### What you should do
Could you return every record below word for word, leaving out the pictures?

### Source data
+ + + + + + +
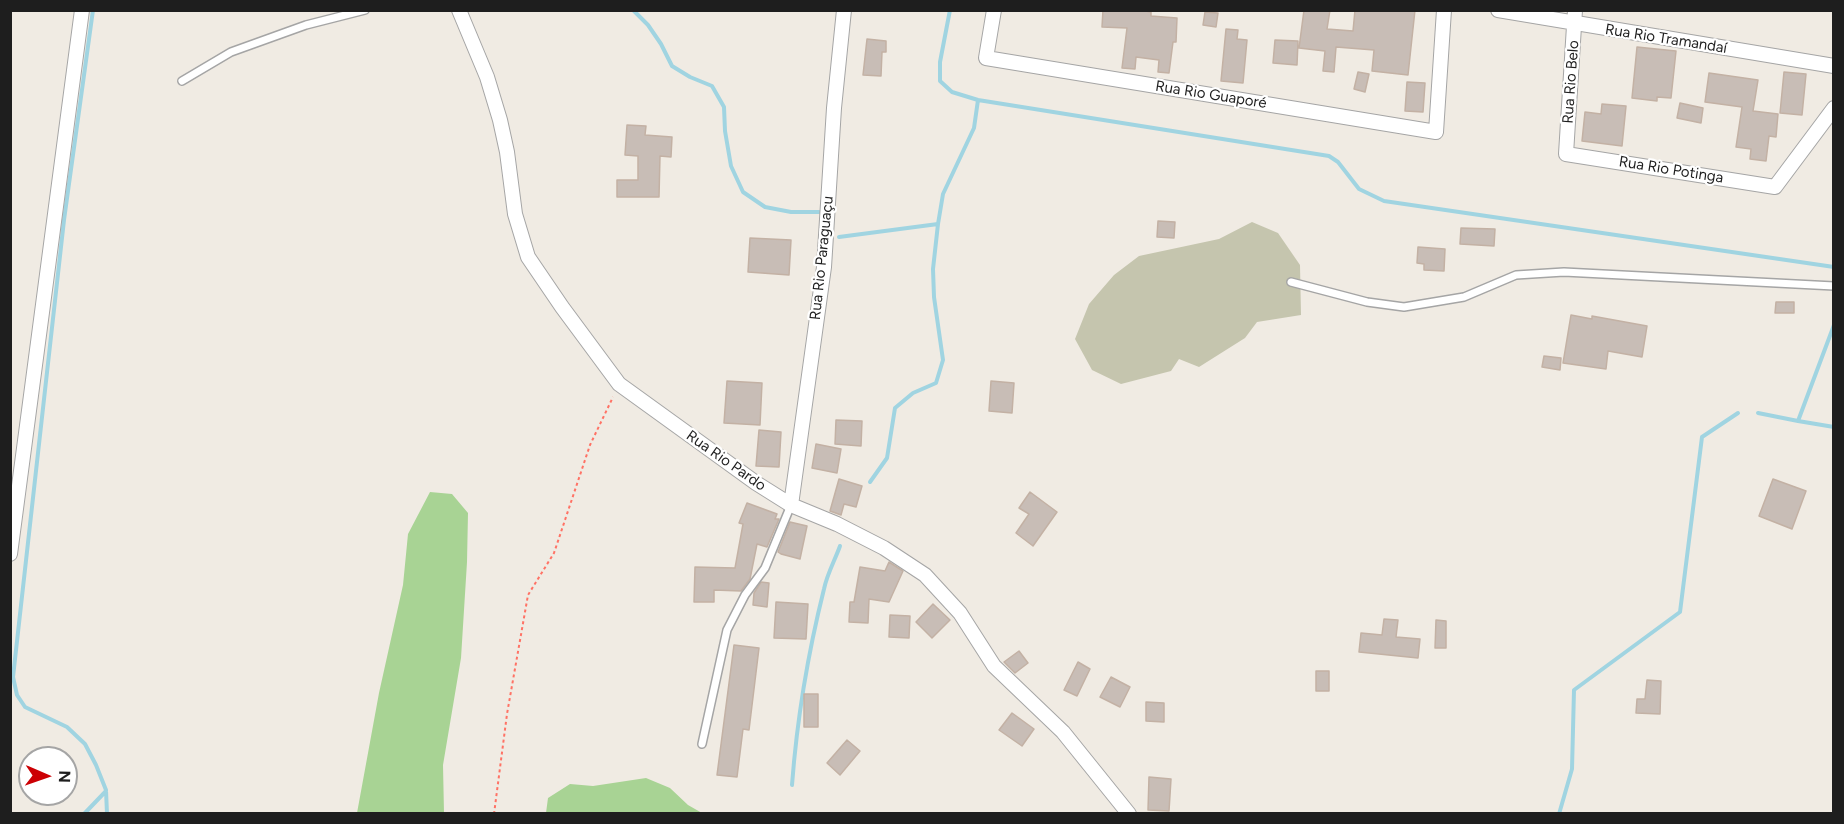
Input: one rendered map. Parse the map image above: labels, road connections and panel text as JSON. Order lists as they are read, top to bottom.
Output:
{
  "streets": {
    "street": [
      "Rua Rio Tramandaí",
      "Rua Rio Belo",
      "Rua Rio Guaporé",
      "Rua Rio Potinga",
      "Rua Rio Paraguaçu",
      "Rua Rio Pardo"
    ]
  },
  "crossings": [
    ["Rua Rio Tramandaí", "Rua Rio Belo"],
    ["Rua Rio Belo", "Rua Rio Potinga"],
    ["Rua Rio Paraguaçu", "Rua Rio Pardo"]
  ],
  "north": "right"
}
+ + + + + + +
### Worked solution
Input: one rendered map. Parse the map image above: labels, road connections and panel text as JSON. Order lists as they are read, top to bottom.
Output:
{
  "streets": {
    "street": [
      "Rua Rio Tramandaí",
      "Rua Rio Belo",
      "Rua Rio Guaporé",
      "Rua Rio Potinga",
      "Rua Rio Paraguaçu",
      "Rua Rio Pardo"
    ]
  },
  "crossings": [
    ["Rua Rio Tramandaí", "Rua Rio Belo"],
    ["Rua Rio Belo", "Rua Rio Potinga"],
    ["Rua Rio Paraguaçu", "Rua Rio Pardo"]
  ],
  "north": "right"
}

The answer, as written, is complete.